Only she, the papering table, the blouse and word of mouth. Six weeks later, the last piece went over the counter - and Umani Pfeiffer-Celik was finally convinced of her business idea: "Good quality at good prices, attractive costs - that worked." The next few years, she remained true to this principle, only sold each ongoing production in short-term rented shops and between the seasons exclusively via the Internet. "But at some point we could no longer meet the demand of our customers," said the mother of two, "we needed fixed locations.

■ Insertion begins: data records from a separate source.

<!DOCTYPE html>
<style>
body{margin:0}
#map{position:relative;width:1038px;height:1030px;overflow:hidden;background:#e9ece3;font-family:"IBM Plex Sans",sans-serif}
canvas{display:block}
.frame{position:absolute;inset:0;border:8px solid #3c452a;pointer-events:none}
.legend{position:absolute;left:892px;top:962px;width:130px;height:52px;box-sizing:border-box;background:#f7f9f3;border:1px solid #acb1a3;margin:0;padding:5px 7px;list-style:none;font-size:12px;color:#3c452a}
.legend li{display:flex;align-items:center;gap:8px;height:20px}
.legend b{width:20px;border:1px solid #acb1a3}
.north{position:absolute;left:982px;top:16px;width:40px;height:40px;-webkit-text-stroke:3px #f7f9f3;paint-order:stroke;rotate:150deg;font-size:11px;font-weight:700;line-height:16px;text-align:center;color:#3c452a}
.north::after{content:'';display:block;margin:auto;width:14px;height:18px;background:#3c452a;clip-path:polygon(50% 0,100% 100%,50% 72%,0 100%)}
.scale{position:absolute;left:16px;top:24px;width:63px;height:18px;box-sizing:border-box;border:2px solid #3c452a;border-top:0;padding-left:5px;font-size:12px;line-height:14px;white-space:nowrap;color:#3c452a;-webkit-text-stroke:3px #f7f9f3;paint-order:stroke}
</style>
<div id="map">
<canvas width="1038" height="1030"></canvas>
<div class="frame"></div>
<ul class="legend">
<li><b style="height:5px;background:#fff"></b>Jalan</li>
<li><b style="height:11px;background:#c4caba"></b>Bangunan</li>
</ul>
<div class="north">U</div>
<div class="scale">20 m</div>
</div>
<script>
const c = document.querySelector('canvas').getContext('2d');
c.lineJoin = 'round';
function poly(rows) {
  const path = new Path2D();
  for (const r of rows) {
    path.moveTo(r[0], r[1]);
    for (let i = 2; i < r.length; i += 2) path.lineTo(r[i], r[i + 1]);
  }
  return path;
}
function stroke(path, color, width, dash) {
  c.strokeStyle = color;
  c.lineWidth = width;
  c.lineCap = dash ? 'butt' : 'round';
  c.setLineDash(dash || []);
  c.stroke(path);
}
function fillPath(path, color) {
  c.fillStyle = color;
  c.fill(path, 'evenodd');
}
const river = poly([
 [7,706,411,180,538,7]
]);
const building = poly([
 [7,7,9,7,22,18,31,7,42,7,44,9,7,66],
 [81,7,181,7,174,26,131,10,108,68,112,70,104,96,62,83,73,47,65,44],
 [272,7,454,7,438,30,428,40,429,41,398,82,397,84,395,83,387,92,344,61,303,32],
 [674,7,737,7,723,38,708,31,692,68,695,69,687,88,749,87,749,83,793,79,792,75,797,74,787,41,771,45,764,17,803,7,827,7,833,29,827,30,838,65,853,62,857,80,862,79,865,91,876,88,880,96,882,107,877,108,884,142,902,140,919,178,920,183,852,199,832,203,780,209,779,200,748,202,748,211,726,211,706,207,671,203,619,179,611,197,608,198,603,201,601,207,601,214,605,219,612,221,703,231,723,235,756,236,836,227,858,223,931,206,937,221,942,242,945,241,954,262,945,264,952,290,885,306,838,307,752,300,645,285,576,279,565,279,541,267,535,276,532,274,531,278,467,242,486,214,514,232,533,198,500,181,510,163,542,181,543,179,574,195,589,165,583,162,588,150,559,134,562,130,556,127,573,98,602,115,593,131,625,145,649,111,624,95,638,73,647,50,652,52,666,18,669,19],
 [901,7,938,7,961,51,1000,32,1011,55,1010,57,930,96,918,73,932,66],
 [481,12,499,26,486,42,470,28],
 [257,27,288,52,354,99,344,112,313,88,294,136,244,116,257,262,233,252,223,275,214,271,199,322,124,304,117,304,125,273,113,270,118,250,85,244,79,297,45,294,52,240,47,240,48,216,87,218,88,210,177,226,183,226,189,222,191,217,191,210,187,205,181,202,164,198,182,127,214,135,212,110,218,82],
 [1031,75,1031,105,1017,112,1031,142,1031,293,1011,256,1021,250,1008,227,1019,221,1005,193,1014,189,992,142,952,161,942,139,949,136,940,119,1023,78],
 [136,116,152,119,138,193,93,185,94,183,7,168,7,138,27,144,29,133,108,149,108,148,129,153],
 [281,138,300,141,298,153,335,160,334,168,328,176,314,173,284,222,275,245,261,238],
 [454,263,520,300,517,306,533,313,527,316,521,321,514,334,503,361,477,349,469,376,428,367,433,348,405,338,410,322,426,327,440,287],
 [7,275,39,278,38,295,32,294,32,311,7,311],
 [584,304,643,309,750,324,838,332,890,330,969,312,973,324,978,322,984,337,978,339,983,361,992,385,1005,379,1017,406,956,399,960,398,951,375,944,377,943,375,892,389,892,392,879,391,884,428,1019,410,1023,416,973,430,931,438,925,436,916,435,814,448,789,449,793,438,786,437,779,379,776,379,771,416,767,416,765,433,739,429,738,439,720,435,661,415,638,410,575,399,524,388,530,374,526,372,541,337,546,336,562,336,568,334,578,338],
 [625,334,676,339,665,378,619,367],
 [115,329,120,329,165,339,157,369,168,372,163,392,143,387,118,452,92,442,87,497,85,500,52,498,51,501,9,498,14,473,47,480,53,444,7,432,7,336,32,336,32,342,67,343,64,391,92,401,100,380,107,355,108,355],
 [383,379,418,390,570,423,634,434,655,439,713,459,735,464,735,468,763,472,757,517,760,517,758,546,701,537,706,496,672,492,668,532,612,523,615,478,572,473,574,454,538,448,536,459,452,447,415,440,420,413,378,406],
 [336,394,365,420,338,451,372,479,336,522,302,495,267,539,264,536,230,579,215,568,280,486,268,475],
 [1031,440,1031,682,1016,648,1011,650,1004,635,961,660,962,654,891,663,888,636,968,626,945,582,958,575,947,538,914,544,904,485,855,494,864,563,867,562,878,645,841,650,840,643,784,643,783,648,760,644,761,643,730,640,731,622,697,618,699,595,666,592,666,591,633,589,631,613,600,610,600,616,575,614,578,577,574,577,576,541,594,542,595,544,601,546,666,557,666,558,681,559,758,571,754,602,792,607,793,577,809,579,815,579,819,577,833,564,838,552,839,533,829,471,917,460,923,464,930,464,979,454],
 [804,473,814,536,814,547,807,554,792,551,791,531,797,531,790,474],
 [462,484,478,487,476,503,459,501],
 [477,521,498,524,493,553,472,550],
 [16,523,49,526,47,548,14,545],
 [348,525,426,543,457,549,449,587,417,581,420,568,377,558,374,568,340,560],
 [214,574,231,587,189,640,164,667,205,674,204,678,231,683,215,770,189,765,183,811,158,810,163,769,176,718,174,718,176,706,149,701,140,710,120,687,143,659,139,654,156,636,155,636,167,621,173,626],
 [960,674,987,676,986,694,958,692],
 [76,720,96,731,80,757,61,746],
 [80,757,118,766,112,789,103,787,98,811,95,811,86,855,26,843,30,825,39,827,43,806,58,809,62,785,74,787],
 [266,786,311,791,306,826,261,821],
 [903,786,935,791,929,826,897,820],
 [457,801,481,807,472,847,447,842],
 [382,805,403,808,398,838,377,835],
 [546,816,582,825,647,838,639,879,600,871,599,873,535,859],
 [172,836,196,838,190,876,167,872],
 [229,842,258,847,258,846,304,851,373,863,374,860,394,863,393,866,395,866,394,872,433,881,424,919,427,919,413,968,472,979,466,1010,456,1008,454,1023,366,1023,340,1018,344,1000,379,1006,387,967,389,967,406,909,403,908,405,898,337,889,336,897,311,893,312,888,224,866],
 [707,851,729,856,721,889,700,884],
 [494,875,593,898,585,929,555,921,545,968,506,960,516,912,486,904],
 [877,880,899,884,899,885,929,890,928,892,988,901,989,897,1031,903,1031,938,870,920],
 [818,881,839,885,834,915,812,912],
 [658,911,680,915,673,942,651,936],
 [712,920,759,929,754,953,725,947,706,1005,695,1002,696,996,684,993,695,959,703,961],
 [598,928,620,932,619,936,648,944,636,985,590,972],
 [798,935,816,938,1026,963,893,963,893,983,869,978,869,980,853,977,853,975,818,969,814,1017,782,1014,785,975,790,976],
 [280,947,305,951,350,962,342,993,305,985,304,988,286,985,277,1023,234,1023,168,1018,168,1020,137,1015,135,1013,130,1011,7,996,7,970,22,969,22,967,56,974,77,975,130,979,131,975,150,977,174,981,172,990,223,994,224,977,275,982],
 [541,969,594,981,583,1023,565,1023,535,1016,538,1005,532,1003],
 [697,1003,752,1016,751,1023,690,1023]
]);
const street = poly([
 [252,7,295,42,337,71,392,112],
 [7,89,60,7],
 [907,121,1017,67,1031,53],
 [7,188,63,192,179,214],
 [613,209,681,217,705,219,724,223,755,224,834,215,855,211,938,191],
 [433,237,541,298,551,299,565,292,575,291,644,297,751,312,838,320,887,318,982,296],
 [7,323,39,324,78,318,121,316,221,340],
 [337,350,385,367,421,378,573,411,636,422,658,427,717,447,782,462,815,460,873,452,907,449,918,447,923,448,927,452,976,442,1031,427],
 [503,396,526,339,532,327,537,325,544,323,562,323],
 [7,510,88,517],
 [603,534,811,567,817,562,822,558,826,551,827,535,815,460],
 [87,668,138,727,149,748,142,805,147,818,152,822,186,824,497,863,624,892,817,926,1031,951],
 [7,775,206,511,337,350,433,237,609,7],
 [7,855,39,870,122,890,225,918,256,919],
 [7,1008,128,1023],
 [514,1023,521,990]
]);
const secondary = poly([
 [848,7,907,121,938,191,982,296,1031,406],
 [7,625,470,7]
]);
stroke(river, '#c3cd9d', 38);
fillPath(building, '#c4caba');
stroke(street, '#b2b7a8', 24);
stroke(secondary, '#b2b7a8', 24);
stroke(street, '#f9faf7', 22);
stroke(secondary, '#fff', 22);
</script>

She now has seven: three in Hamburg, one each in Frankfurt, Düsseldorf, Cologne and Munich. International delivers via the online shop. "And everything is going extremely well," says the diligent entrepreneur. Which is probably because their blouses are regulars in the style guide sections of the "Elle" and similar magazines, worn in Hollywood productions and even inspired the conservative "Welt am Sonntag" to a hymn of praise: "The success of" Umani "is in the golden section. Because Umani's blouses are not ordinary blouses. It's the little details, the wrap sashes, the embroideries, the necklines that make the most classic of all garments an eye-catcher and even make opponents of the conservative Ralph Lauren look into die-hard blouse fans. " Only the question remains: Do you already wear Umani?